Co-authored-by: Ralf Jung <post@ralfj.de>

Author: 2 people

compiler/rustc_const_eval/src/const_eval/machine.rs

@@ -1,11 +1,12 @@
 use rustc_hir::def::DefKind;
 use rustc_middle::mir;
 use rustc_middle::mir::interpret::PointerArithmetic;
-use rustc_middle::ty::layout::{FnAbiOf, LayoutOf};
+use rustc_middle::ty::layout::FnAbiOf;
 use rustc_middle::ty::{self, Ty, TyCtxt};
 use std::borrow::Borrow;
 use std::collections::hash_map::Entry;
 use std::hash::Hash;
+use std::ops::ControlFlow;
 
 use rustc_data_structures::fx::FxHashMap;
 use std::fmt;
@@ -147,9 +148,10 @@ impl interpret::MayLeak for ! {
 }
 
 impl<'mir, 'tcx: 'mir> CompileTimeEvalContext<'mir, 'tcx> {
-    /// "Intercept" a function call to a panic-related function
-    /// because we have something special to do for it.
-    /// If this returns successfully (`Ok`), the function should just be evaluated normally.
+    /// "Intercept" a function call, because we have something special to do for it.
+    /// All `#[rustc_do_not_const_check]` functions should be hooked here.
+    /// If this returns `Some`, then evaluation should continue with that function.
+    /// Otherwise, the function call has been handled and the function has returned.
     fn hook_special_const_fn(
         &mut self,
         instance: ty::Instance<'tcx>,
@@ -158,7 +160,6 @@ impl<'mir, 'tcx: 'mir> CompileTimeEvalContext<'mir, 'tcx> {
         dest: &PlaceTy<'tcx>,
         ret: Option<mir::BasicBlock>,
     ) -> InterpResult<'tcx, Option<ty::Instance<'tcx>>> {
-        // All `#[rustc_do_not_const_check]` functions should be hooked here.
         let def_id = instance.def_id();
 
         if Some(def_id) == self.tcx.lang_items().panic_display()
@@ -192,34 +193,27 @@ impl<'mir, 'tcx: 'mir> CompileTimeEvalContext<'mir, 'tcx> {
 
             return Ok(Some(new_instance));
         } else if Some(def_id) == self.tcx.lang_items().align_offset_fn() {
-            // For align_offset, we either call const_align_offset or return usize::MAX directly.
-
-            let Some(const_def_id) = self.tcx.lang_items().const_align_offset_fn() else {
-                bug!("`const_align_offset` must be defined to call `align_offset` in const eval")
-            };
-            let const_instance = ty::Instance::resolve(
-                *self.tcx,
-                ty::ParamEnv::reveal_all(),
-                const_def_id,
-                instance.substs,
-            )
-            .unwrap()
-            .unwrap();
-
-            self.align_offset(const_instance, args, dest, ret)?;
-
-            return Ok(None);
+            // For align_offset, we replace the function call if the pointer has no address.
+            match self.align_offset(instance, args, dest, ret)? {
+                ControlFlow::Continue(()) => return Ok(Some(instance)),
+                ControlFlow::Break(()) => return Ok(None),
+            }
         }
         Ok(Some(instance))
     }
 
+    /// `align_offset(ptr, target_align)` needs special handling in const eval, because the pointer
+    /// may not have an address.
+    ///
+    /// If the pointer does have a known address we return `CONTINUE` and the function call should
+    /// proceed as normal.

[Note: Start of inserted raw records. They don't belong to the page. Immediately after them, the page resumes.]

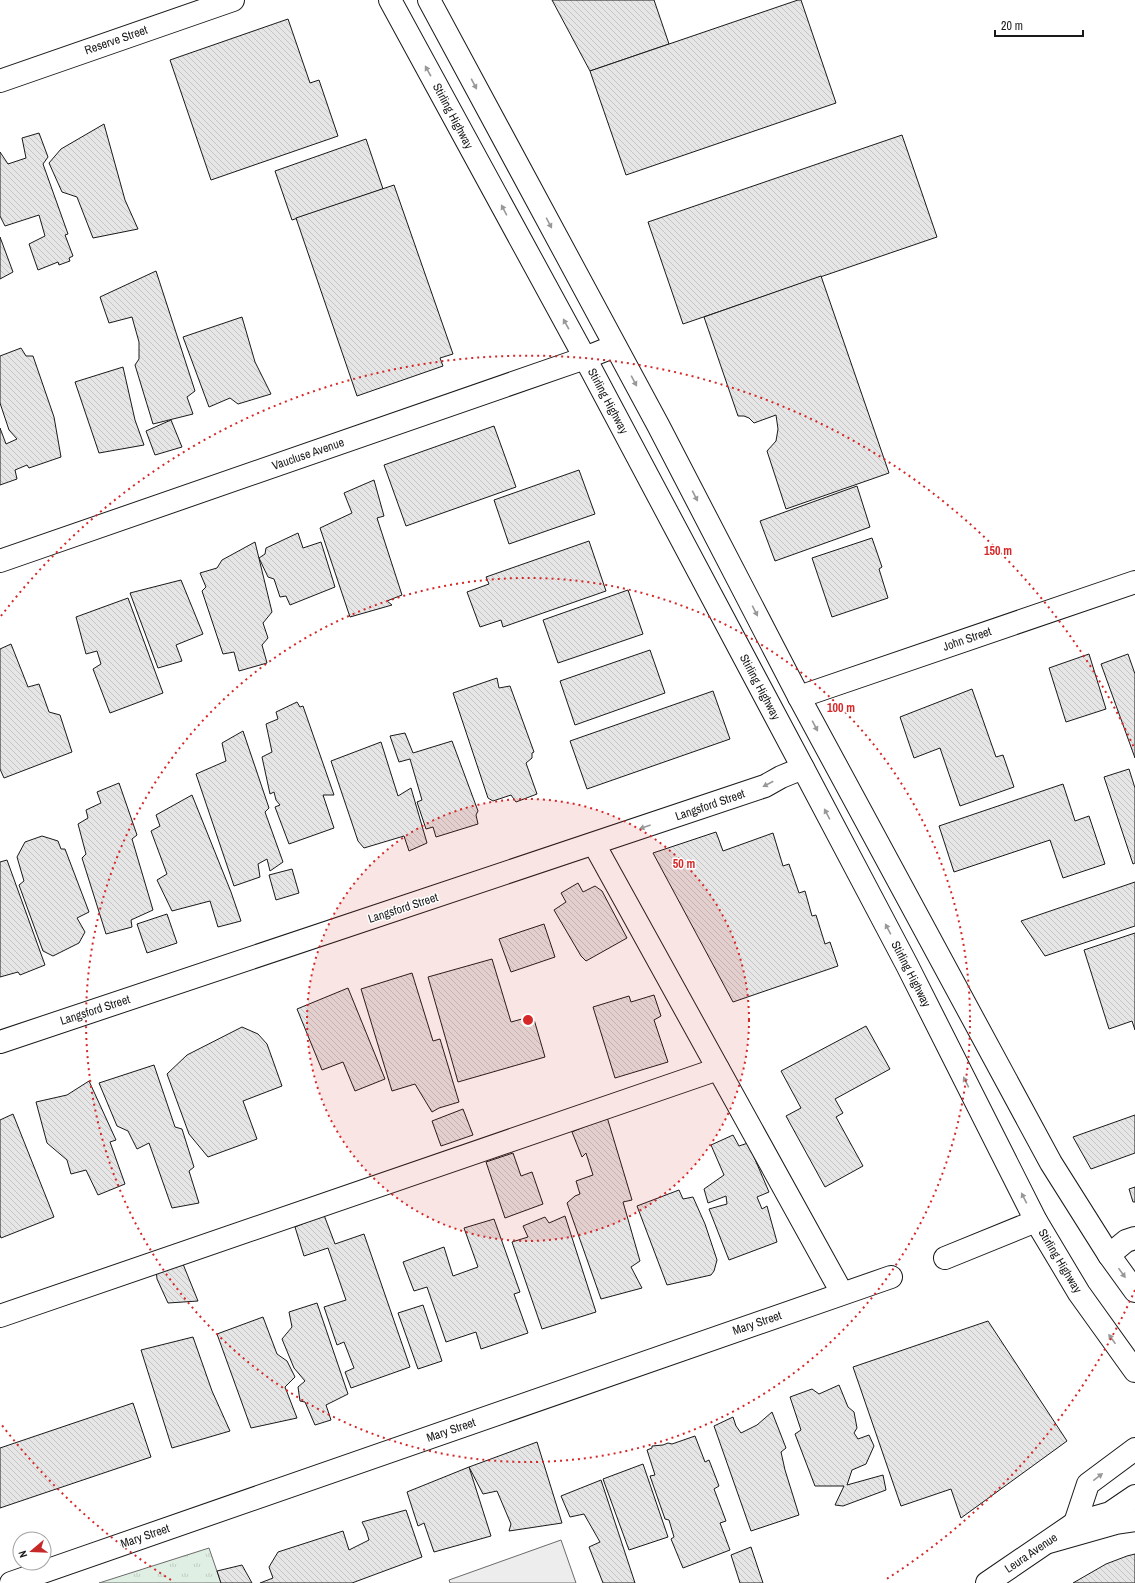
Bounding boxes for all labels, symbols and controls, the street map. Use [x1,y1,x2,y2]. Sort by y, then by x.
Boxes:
scale bar [995,12,1083,38]
text: 20 m [1001,18,1023,34]
street label: Reserve Street [82,22,150,58]
one-way arrow [425,65,432,77]
one-way arrow [471,78,477,90]
street label: Stirling Highway [429,80,477,152]
one-way arrow [500,204,507,216]
one-way arrow [545,217,552,229]
one-way arrow [563,318,570,330]
street label: Stirling Highway [584,365,632,437]
one-way arrow [631,375,637,386]
street label: Vaucluse Avenue [270,434,346,474]
one-way arrow [691,490,698,501]
text: 150 m [984,543,1012,559]
one-way arrow [751,605,758,617]
street label: John Street [941,623,994,655]
street label: Stirling Highway [736,651,784,723]
text: 100 m [827,700,855,716]
one-way arrow [812,720,818,732]
one-way arrow [762,781,773,787]
street label: Langsford Street [673,786,747,824]
one-way arrow [824,808,831,820]
one-way arrow [639,824,651,830]
text: 50 m [673,856,695,872]
street label: Langsford Street [366,889,440,927]
one-way arrow [885,923,891,935]
street label: Stirling Highway [887,938,935,1010]
street label: Langsford Street [58,991,132,1029]
centre of rings [521,1013,535,1027]
one-way arrow [963,1077,969,1088]
one-way arrow [1021,1193,1028,1204]
street label: Stirling Highway [1035,1226,1085,1296]
one-way arrow [1118,1268,1126,1279]
street label: Mary Street [730,1307,784,1339]
one-way arrow [1108,1334,1116,1344]
street label: Mary Street [424,1414,478,1446]
one-way arrow [1092,1472,1103,1481]
street label: Mary Street [118,1520,172,1552]
street label: Leura Avenue [1001,1529,1061,1577]
north arrow [12,1531,52,1571]
text: N [15,1549,30,1560]

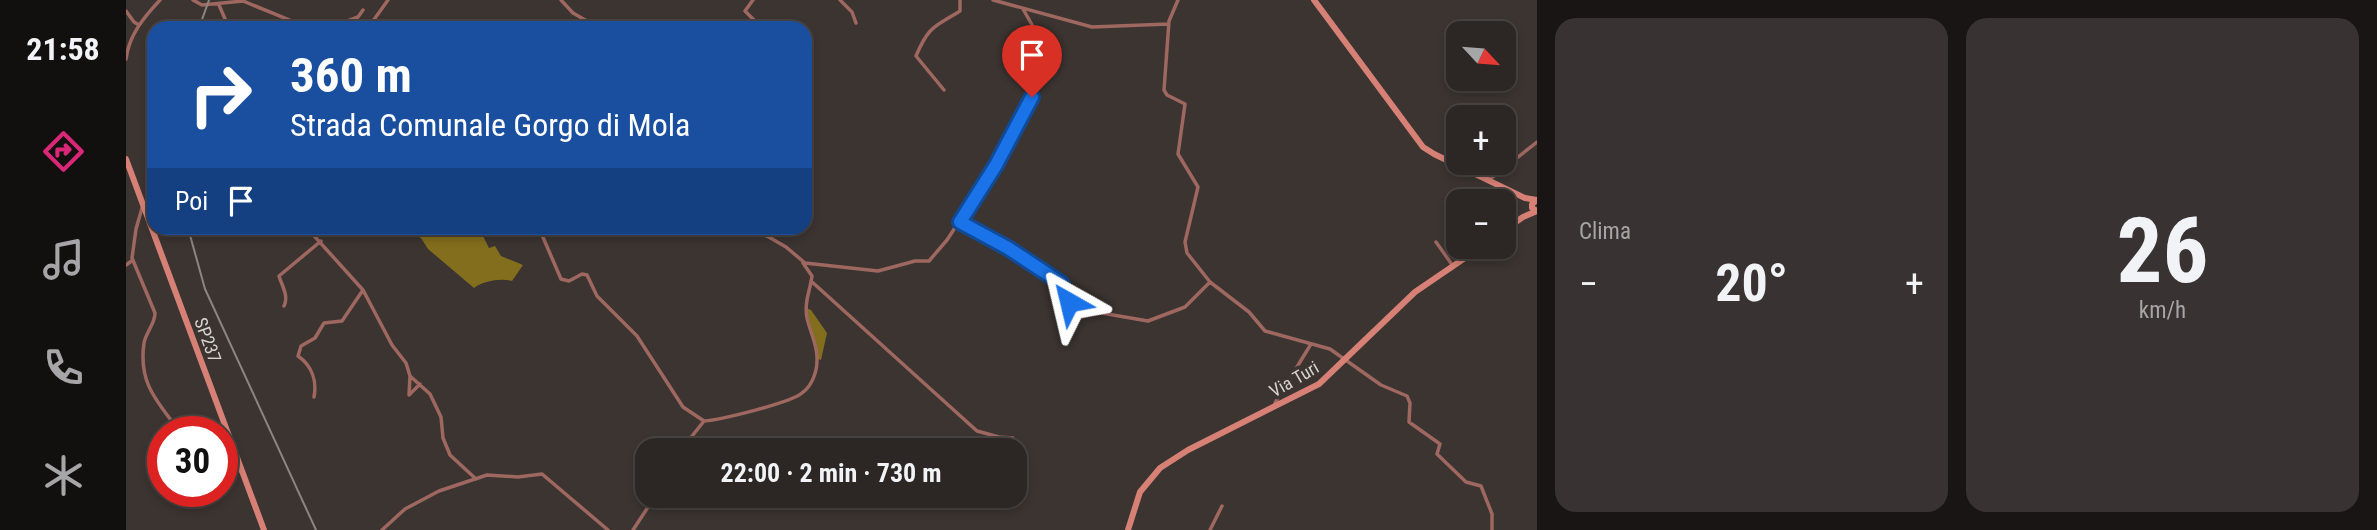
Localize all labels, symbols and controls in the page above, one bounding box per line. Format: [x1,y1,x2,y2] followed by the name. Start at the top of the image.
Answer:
[1446,21,1516,91] north arrow
[1446,21,1516,259] map controls
[1002,25,1062,97] pin
[26,30,100,68] text: 21:58
[1013,36,1051,74] icon: arrive
[290,47,412,104] text: 360 m
[175,49,266,140] icon: right
[1446,105,1516,175] button: +
[290,106,690,144] text: Strada Comunale Gorgo di Mola
[39,127,88,176] icon: directions
[222,182,260,220] icon: arrive
[175,186,208,216] text: Poi
[1446,189,1516,259] button: −
[2117,198,2208,304] text: 26
[1579,218,1631,245] text: Clima
[39,235,88,284] icon: music
[1715,253,1788,314] text: 20°
[1579,262,1598,306] text: −
[1905,262,1924,306] text: +
[1032,265,1106,339] position arrow
[2139,297,2186,324] text: km/h
[190,315,226,365] street label: SP237
[39,343,88,392] icon: phone
[1266,357,1322,401] street label: Via Turi
[147,416,238,507] speed limit sign: 30
[39,451,88,500] icon: climate
[721,458,941,488] text: 22:00 · 2 min · 730 m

Otherwise we will replace the function call and return `BREAK`.
     fn align_offset(
         &mut self,
-        const_instance: ty::Instance<'tcx>,
+        instance: ty::Instance<'tcx>,
         args: &[OpTy<'tcx>],
         dest: &PlaceTy<'tcx>,
         ret: Option<mir::BasicBlock>,
-    ) -> InterpResult<'tcx> {
+    ) -> InterpResult<'tcx, ControlFlow<()>> {
         assert_eq!(args.len(), 2);
 
         let ptr = self.read_pointer(&args[0])?;
@@ -229,36 +223,40 @@ impl<'mir, 'tcx: 'mir> CompileTimeEvalContext<'mir, 'tcx> {
             throw_ub_format!("`align_offset` called with non-power-of-two align: {}", target_align);
         }
 
-        let addr = match self.ptr_try_get_alloc_id(ptr) {
+        match self.ptr_try_get_alloc_id(ptr) {
             Ok((alloc_id, offset, _extra)) => {
                 let (_size, alloc_align, _kind) = self.get_alloc_info(alloc_id);
 
-                if target_align > alloc_align.bytes() {
+                if target_align <= alloc_align.bytes() {
+                    // Extract the address relative to the allocation base that is definitely
+                    // sufficiently aligned and call `align_offset` again.
+                    let addr = ImmTy::from_uint(offset.bytes(), args[0].layout).into();
+                    let align = ImmTy::from_uint(target_align, args[1].layout).into();
+
+                    let fn_abi = self.fn_abi_of_instance(instance, ty::List::empty())?;
+                    self.eval_fn_call(
+                        FnVal::Instance(instance),
+                        (CallAbi::Rust, fn_abi),
+                        &[addr, align],
+                        false,
+                        dest,
+                        ret,
+                        StackPopUnwind::NotAllowed,
+                    )?;
+                    Ok(ControlFlow::BREAK)
+                } else {
+                    // Not alignable in const, return `usize::MAX`.
                     let usize_max = Scalar::from_machine_usize(self.machine_usize_max(), self);
                     self.write_scalar(usize_max, dest)?;
                     self.return_to_block(ret)?;
-                    return Ok(());
-                } else {
-                    offset.bytes()
+                    Ok(ControlFlow::BREAK)
                 }
             }
-            Err(addr) => addr,
-        };
-
-        let usize_layout = self.layout_of(self.tcx.types.usize)?;
-        let addr = ImmTy::from_uint(addr, usize_layout).into();
-        let align = ImmTy::from_uint(target_align, usize_layout).into();
-
-        let fn_abi = self.fn_abi_of_instance(const_instance, ty::List::empty())?;
-        self.eval_fn_call(
-            FnVal::Instance(const_instance),
-            (CallAbi::Rust, fn_abi),
-            &[addr, align],
-            false,
-            dest,
-            ret,
-            StackPopUnwind::NotAllowed,
-        )
+            Err(_addr) => {
+                // The pointer has an address, continue with function call.
+                Ok(ControlFlow::CONTINUE)
+            }
+        }
     }
 
     /// See documentation on the `ptr_guaranteed_cmp` intrinsic.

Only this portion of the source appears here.